Yo era muy de Niki Lauda, y en mi escudería de la naranjada o de la limonada él corría siempre con su cara recortada. Me hacía mucha gracia, su nombre, y además me daba pena su rostro desfigurado, y su gesto siempre hosco. Pensábamos, además, en nuestra ignorancia supina, que Niki no se comía una rosca entre las bellezas de tronío, las del champán y el ramo de flores en la entrega de premios, que seguramente lo miraban un instante porque estaba en el contrato y luego salían espantadas. Qué poco sabíamos del poder afrodisíaco del dinero, y de la fama, los tontainas  del suburbio, que aún discutíamos sobre la virginidad de María en clase de religión. El mismo personaje de James Hunt, en Rush, que es la película que ha desatado esta ristra de recuerdos, decía al principio de la película:

            "Tengo una teoría de porqué a las mujeres les gustan los pilotos. No es porque respeten lo que hacemos, correr dando vueltas y vueltas... La mayoría creen que es ridículo, y quizá tengan razón. Es la proximidad con la muerte. Cuanto más cerca estás de la muerte más vivo te sientes, más vivo estás, y ellas lo notan, lo sienten en ti".

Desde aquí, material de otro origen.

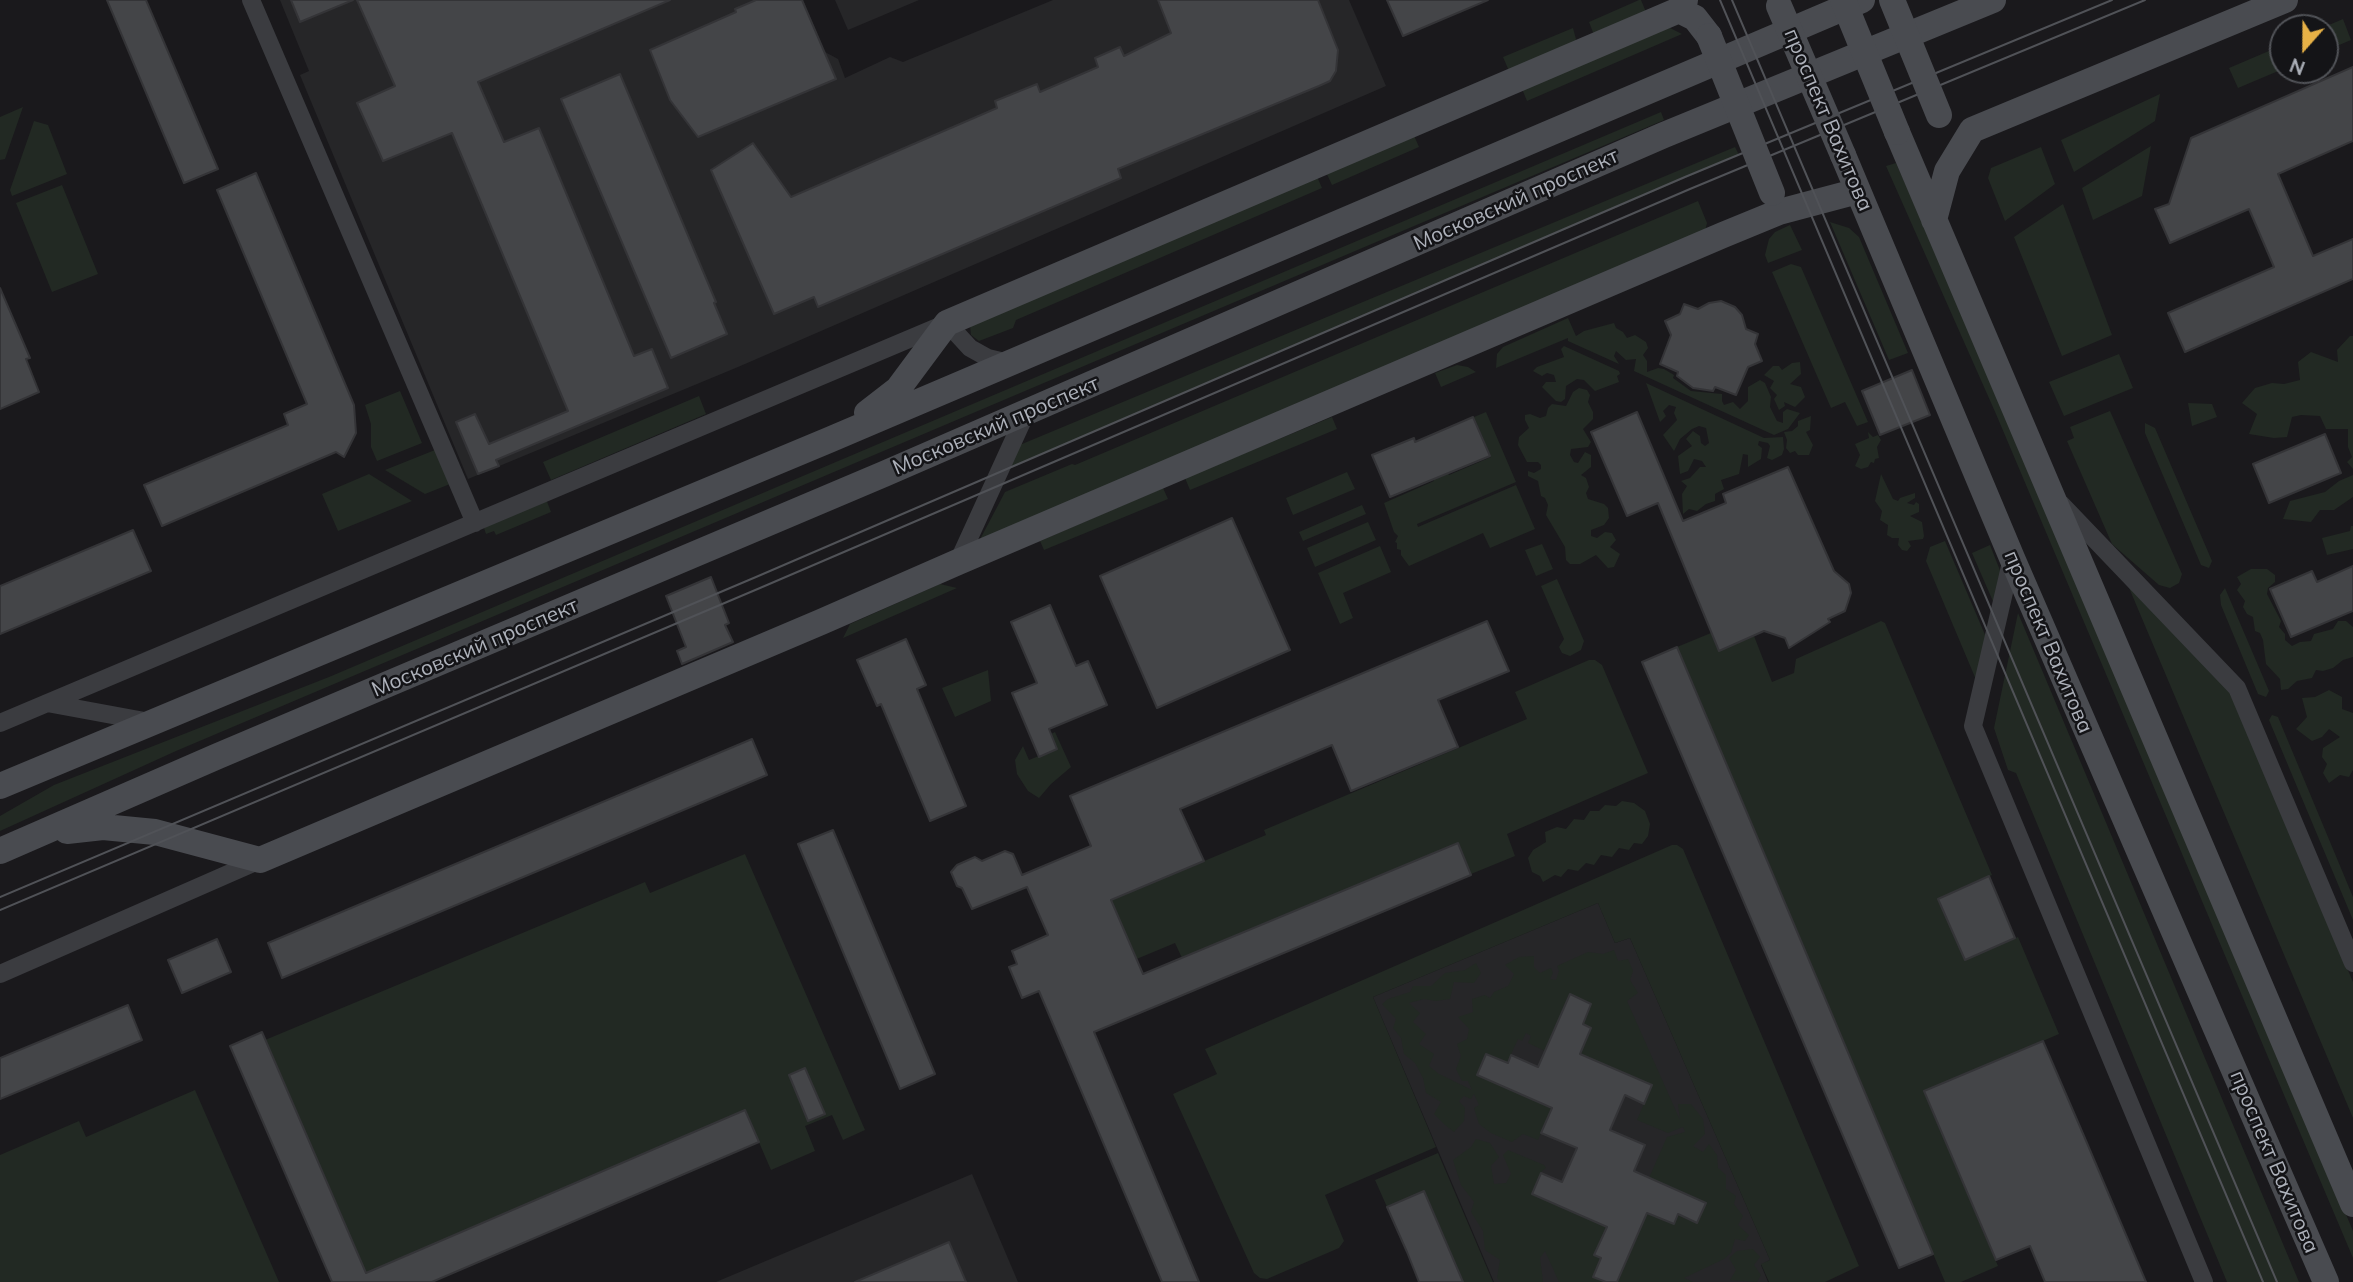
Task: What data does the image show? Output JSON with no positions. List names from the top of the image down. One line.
{"streets":{"main road":["проспект Вахитова","Московский проспект"]},"north":"bottom"}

            Es una manera muy poética de decir que las mujeres se vuelven locas con la testosterona, y que en esta predilección  llevan su cara y su cruz, su gozo y su condena, pues el mismo macho que las vuelve tarumba luego les pone los cuernos con otra mujer, o se pega una hostia mortal haciendo el imbécil con los amigos. Porque la testosterona es lo que tiene, que es eruptiva e ingobernable, y cuando fluye a chorros  te convierte en un semidiós irresponsable, que lo mismo te empuja a escalar montañas y caerte por el precipicio que a subirte a un Fórmula 1 y estrellarte contra el muro.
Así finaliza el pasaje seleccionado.